Problem to solve: Filtering the records below, copy only those lines that include the word "Travessa".

Stored data entries

>>>>>

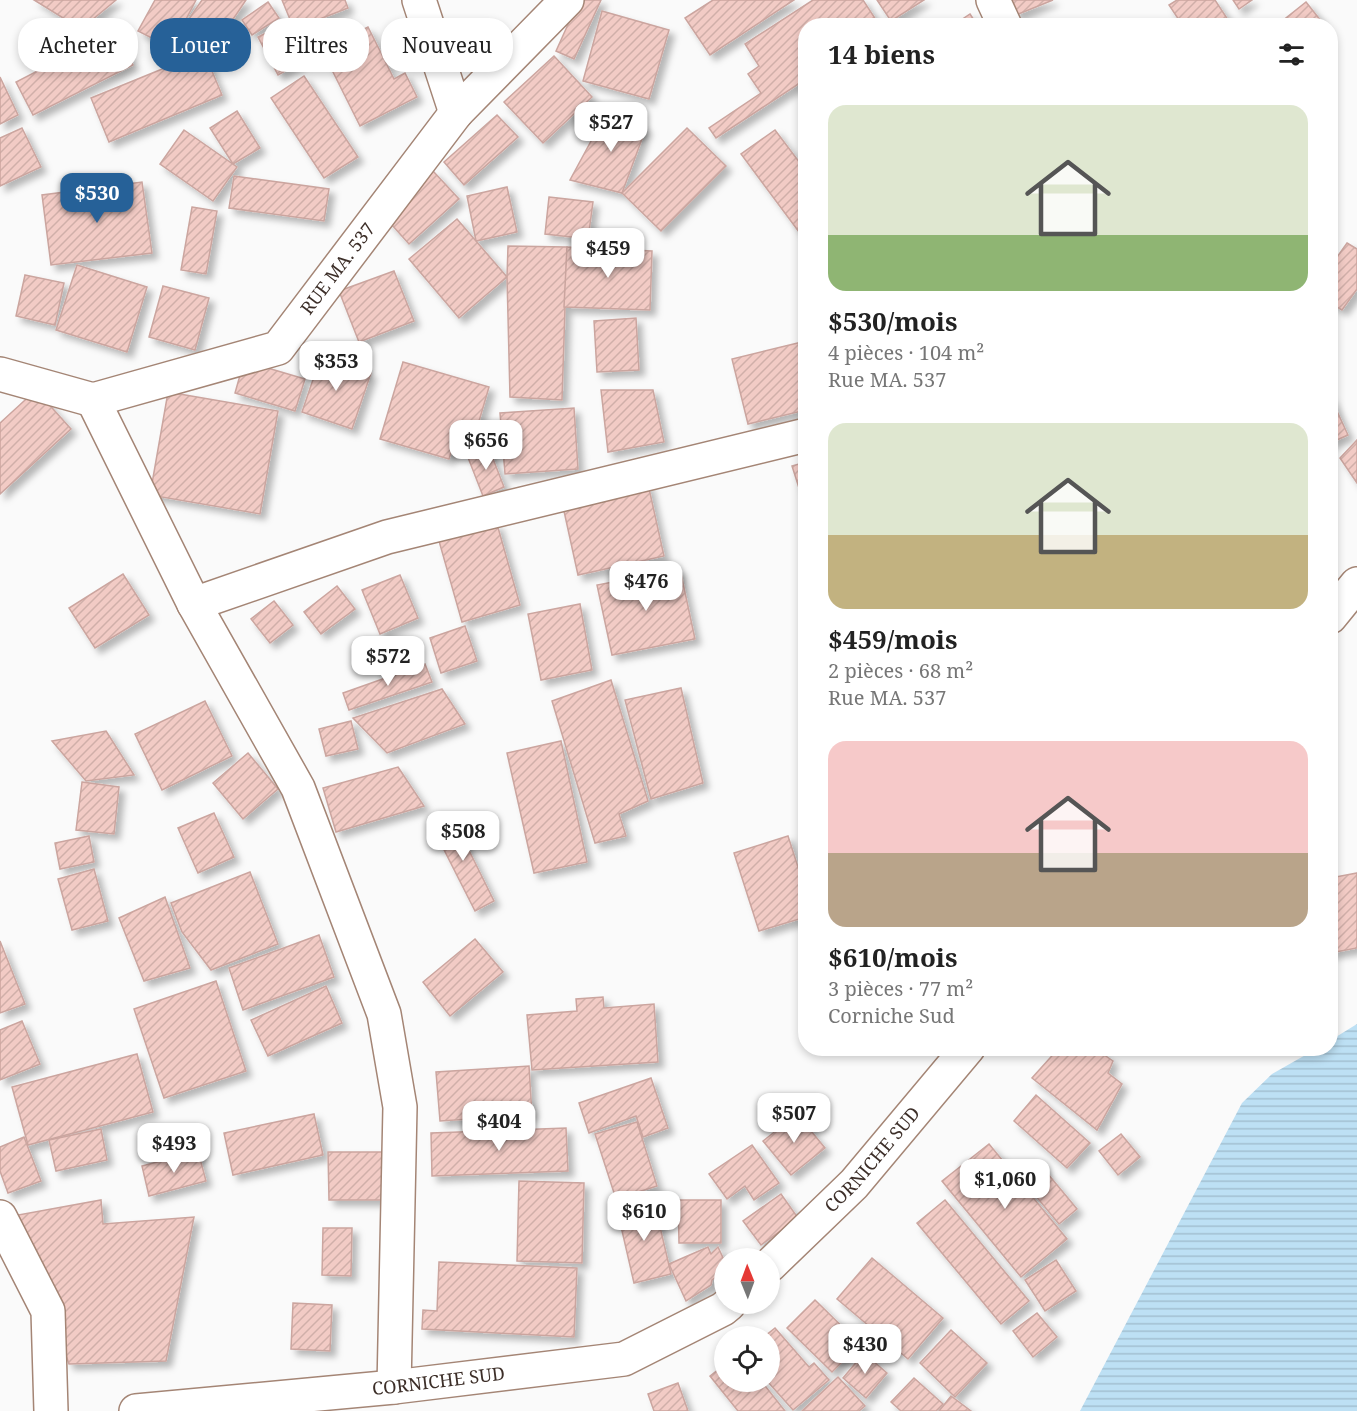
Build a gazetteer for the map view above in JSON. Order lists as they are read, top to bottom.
{
  "streets": {
    "street": ["RUE MA. 537", "CORNICHE SUD"]
  },
  "north": "top",
  "page": {
    "chip": [
      "Acheter",
      "Louer",
      "Filtres",
      "Nouveau"
    ],
    "heading": "14 biens",
    "list": [
      {
        "name": "$530/mois",
        "note": "4 pièces · 104 m² · Rue MA. 537"
      },
      {
        "name": "$459/mois",
        "note": "2 pièces · 68 m² · Rue MA. 537"
      },
      {
        "name": "$610/mois",
        "note": "3 pièces · 77 m² · Corniche Sud"
      }
    ],
    "price": [
      "$527",
      "$530",
      "$459",
      "$353",
      "$656",
      "$476",
      "$572",
      "$508",
      "$507",
      "$404",
      "$493",
      "$1,060",
      "$610",
      "$430"
    ]
  }
}
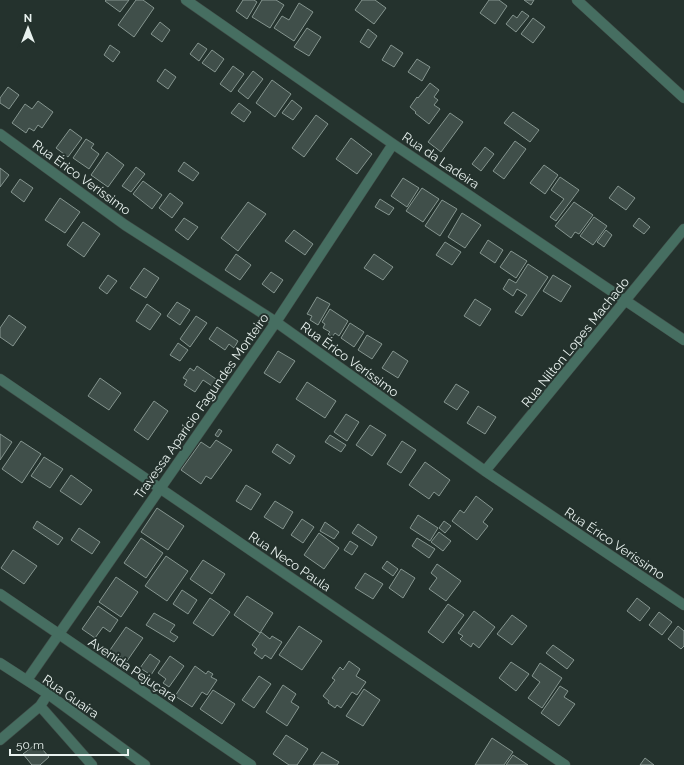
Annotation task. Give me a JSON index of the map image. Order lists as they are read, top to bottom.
{
  "streets": {
    "street": [
      "Rua da Ladeira",
      "Rua Érico Veríssimo",
      "Rua Nilton Lopes Machado",
      "Travessa Aparício Fagundes Monteiro",
      "Rua Neco Paula",
      "Avenida Pejuçara",
      "Rua Guaíra"
    ]
  },
  "crossings": [
    ["Rua da Ladeira", "Rua Nilton Lopes Machado"],
    ["Rua da Ladeira", "Travessa Aparício Fagundes Monteiro"],
    ["Rua Érico Veríssimo", "Rua Nilton Lopes Machado"],
    ["Rua Érico Veríssimo", "Travessa Aparício Fagundes Monteiro"],
    ["Travessa Aparício Fagundes Monteiro", "Rua Neco Paula"],
    ["Travessa Aparício Fagundes Monteiro", "Avenida Pejuçara"],
    ["Travessa Aparício Fagundes Monteiro", "Rua Guaíra"]
  ],
  "scale_bar": "50 m",
  "north": "top"
}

<<<<<

Solution to the exercise:
      "Travessa Aparício Fagundes Monteiro",
    ["Rua da Ladeira", "Travessa Aparício Fagundes Monteiro"],
    ["Rua Érico Veríssimo", "Travessa Aparício Fagundes Monteiro"],
    ["Travessa Aparício Fagundes Monteiro", "Rua Neco Paula"],
    ["Travessa Aparício Fagundes Monteiro", "Avenida Pejuçara"],
    ["Travessa Aparício Fagundes Monteiro", "Rua Guaíra"]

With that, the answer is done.